If a line of the entries below includes the word "font", it counts; state the total and nothing further.

** PROVIDED ENTRIES follows **

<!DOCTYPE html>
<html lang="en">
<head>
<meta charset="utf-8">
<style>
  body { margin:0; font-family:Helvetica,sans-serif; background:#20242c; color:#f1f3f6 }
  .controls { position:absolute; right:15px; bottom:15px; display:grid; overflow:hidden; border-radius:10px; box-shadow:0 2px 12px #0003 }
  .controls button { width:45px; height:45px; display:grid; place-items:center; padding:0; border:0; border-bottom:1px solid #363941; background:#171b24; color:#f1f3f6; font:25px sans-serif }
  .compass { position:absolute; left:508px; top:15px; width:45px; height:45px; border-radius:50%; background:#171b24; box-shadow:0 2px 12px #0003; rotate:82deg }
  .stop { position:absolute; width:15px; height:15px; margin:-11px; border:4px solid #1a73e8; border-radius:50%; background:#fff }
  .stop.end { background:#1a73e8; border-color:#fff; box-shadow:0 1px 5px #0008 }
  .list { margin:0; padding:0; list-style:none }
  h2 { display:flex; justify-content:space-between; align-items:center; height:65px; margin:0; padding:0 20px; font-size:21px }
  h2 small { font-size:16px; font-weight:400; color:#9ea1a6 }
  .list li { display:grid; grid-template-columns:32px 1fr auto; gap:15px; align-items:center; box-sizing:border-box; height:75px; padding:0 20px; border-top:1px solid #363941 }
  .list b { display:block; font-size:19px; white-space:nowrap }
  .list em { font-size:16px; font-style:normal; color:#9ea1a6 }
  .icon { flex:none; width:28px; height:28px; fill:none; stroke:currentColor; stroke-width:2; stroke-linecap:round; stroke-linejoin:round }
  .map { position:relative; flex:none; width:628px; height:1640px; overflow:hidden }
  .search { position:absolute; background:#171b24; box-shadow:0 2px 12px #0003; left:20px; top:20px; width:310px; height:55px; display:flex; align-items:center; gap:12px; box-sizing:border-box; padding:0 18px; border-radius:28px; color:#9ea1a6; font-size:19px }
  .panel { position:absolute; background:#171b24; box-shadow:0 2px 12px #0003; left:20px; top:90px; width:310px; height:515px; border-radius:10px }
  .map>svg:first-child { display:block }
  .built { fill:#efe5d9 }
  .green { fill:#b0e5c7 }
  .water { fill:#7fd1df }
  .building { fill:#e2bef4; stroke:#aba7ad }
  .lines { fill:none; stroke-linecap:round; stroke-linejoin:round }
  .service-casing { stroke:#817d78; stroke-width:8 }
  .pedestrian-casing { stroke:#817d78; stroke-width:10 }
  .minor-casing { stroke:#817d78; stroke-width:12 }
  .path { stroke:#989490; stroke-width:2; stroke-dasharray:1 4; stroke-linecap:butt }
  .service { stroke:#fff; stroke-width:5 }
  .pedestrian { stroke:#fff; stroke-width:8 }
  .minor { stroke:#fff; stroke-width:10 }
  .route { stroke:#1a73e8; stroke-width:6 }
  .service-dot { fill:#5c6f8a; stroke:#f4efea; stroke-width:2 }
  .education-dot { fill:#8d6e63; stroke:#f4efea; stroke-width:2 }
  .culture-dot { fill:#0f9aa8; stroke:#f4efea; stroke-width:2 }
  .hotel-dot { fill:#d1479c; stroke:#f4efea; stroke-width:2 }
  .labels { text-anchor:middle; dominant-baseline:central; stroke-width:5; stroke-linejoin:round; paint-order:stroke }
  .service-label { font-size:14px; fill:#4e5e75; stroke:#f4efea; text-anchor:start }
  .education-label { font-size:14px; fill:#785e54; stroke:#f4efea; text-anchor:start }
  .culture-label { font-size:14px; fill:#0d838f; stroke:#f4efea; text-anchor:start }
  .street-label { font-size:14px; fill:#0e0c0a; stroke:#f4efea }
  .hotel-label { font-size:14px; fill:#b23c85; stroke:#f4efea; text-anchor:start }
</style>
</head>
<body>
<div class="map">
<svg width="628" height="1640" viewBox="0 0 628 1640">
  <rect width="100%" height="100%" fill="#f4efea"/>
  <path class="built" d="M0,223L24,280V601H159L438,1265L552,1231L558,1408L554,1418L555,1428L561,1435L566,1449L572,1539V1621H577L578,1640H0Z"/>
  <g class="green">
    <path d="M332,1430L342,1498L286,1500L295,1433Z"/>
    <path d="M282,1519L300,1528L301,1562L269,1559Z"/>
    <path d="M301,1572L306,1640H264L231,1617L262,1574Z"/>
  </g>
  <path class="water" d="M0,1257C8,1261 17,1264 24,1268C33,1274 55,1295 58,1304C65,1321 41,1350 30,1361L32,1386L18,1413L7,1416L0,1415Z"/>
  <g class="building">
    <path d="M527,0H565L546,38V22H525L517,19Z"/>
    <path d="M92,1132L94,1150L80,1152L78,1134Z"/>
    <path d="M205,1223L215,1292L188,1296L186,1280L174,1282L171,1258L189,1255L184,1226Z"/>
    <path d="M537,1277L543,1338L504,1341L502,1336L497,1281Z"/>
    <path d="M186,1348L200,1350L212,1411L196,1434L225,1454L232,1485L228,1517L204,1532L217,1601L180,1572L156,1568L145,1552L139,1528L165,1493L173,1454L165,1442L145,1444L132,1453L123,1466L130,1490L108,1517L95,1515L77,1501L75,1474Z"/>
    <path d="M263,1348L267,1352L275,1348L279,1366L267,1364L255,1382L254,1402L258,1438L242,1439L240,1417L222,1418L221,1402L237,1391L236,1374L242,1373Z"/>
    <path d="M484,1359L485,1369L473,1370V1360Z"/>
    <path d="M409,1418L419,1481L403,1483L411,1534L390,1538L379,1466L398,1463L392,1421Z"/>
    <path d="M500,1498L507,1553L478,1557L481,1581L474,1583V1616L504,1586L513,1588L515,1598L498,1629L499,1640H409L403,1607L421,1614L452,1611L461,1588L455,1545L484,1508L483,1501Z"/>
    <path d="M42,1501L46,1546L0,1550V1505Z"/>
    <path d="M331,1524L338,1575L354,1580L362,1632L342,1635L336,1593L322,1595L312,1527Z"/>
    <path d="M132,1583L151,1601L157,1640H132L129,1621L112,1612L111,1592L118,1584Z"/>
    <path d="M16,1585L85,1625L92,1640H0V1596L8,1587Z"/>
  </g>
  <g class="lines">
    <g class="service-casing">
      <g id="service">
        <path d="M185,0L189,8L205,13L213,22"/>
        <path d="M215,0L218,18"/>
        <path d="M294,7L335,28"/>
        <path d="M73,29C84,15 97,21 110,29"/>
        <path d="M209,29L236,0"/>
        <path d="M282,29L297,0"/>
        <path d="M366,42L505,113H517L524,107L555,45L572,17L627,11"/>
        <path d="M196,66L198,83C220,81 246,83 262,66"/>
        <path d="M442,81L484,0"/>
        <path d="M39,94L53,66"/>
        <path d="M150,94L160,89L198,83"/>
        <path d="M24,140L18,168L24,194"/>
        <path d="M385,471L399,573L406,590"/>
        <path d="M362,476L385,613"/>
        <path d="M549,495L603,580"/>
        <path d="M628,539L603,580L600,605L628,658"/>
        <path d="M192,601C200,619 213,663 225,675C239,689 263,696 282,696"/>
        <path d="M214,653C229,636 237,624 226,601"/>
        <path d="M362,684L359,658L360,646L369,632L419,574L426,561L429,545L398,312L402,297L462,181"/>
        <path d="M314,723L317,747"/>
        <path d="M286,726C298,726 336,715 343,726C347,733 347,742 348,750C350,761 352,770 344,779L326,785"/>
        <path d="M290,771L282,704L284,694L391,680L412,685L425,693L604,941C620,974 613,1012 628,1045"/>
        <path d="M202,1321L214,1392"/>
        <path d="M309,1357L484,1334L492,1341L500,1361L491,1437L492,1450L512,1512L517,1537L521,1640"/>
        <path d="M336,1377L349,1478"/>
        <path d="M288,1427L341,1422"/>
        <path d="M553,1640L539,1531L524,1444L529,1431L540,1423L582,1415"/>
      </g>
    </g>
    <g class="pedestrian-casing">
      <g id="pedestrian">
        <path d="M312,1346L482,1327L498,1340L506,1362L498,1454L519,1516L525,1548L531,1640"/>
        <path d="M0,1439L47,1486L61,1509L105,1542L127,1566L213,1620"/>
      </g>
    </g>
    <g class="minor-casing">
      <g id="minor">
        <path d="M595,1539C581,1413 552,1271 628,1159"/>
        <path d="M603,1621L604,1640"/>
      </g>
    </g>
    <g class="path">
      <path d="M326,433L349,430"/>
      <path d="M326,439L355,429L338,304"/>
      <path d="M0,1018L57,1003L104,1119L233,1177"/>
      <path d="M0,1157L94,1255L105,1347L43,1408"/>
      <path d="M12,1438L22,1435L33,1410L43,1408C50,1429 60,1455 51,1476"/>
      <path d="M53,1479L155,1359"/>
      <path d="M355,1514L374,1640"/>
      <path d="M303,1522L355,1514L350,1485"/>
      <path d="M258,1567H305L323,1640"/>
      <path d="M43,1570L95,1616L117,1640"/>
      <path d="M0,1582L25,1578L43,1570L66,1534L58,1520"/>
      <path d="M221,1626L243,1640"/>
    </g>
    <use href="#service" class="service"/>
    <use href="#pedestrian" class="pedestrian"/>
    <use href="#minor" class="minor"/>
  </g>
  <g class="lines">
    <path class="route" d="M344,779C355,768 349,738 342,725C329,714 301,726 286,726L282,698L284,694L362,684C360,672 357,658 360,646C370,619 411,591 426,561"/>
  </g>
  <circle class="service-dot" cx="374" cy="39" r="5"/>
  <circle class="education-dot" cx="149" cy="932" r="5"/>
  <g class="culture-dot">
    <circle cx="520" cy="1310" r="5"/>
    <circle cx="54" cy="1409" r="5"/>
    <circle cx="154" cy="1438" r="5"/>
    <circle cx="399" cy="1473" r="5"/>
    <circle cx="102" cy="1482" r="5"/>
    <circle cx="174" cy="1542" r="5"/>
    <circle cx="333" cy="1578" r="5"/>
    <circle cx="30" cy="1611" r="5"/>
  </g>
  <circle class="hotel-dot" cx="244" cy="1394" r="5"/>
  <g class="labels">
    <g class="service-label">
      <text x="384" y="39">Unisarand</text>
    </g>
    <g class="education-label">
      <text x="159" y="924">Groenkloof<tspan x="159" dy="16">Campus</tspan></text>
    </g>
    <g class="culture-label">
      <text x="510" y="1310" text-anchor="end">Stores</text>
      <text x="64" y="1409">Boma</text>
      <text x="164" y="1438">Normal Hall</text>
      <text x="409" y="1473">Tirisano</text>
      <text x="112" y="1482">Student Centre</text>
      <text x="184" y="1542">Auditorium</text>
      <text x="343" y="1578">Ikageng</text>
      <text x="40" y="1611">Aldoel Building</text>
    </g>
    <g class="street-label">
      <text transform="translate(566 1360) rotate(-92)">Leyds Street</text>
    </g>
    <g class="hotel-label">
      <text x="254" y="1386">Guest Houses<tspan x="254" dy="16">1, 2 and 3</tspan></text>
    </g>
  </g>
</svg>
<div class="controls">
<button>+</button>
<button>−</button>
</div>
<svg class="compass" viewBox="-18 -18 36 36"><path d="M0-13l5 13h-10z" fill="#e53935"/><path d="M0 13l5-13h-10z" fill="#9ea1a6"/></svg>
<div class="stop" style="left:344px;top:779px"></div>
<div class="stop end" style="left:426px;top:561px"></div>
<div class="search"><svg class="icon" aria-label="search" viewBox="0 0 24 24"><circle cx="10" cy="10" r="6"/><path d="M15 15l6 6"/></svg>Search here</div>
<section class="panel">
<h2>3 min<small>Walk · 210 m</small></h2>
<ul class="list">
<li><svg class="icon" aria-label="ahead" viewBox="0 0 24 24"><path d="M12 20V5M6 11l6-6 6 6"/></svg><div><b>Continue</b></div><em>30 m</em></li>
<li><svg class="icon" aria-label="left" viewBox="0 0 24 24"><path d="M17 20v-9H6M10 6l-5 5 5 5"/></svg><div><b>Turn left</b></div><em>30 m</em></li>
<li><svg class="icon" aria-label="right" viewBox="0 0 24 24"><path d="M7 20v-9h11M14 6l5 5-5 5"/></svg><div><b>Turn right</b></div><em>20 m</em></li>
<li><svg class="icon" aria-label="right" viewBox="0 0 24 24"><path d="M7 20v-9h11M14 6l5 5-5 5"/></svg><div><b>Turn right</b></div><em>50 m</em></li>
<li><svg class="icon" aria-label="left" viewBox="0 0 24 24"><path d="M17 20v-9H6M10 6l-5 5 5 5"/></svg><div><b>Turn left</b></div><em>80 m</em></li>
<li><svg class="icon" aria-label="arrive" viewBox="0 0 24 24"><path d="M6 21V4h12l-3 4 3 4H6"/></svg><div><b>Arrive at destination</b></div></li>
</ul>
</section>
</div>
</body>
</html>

** End of PROVIDED ENTRIES **

▶ FINISHED TASK: 12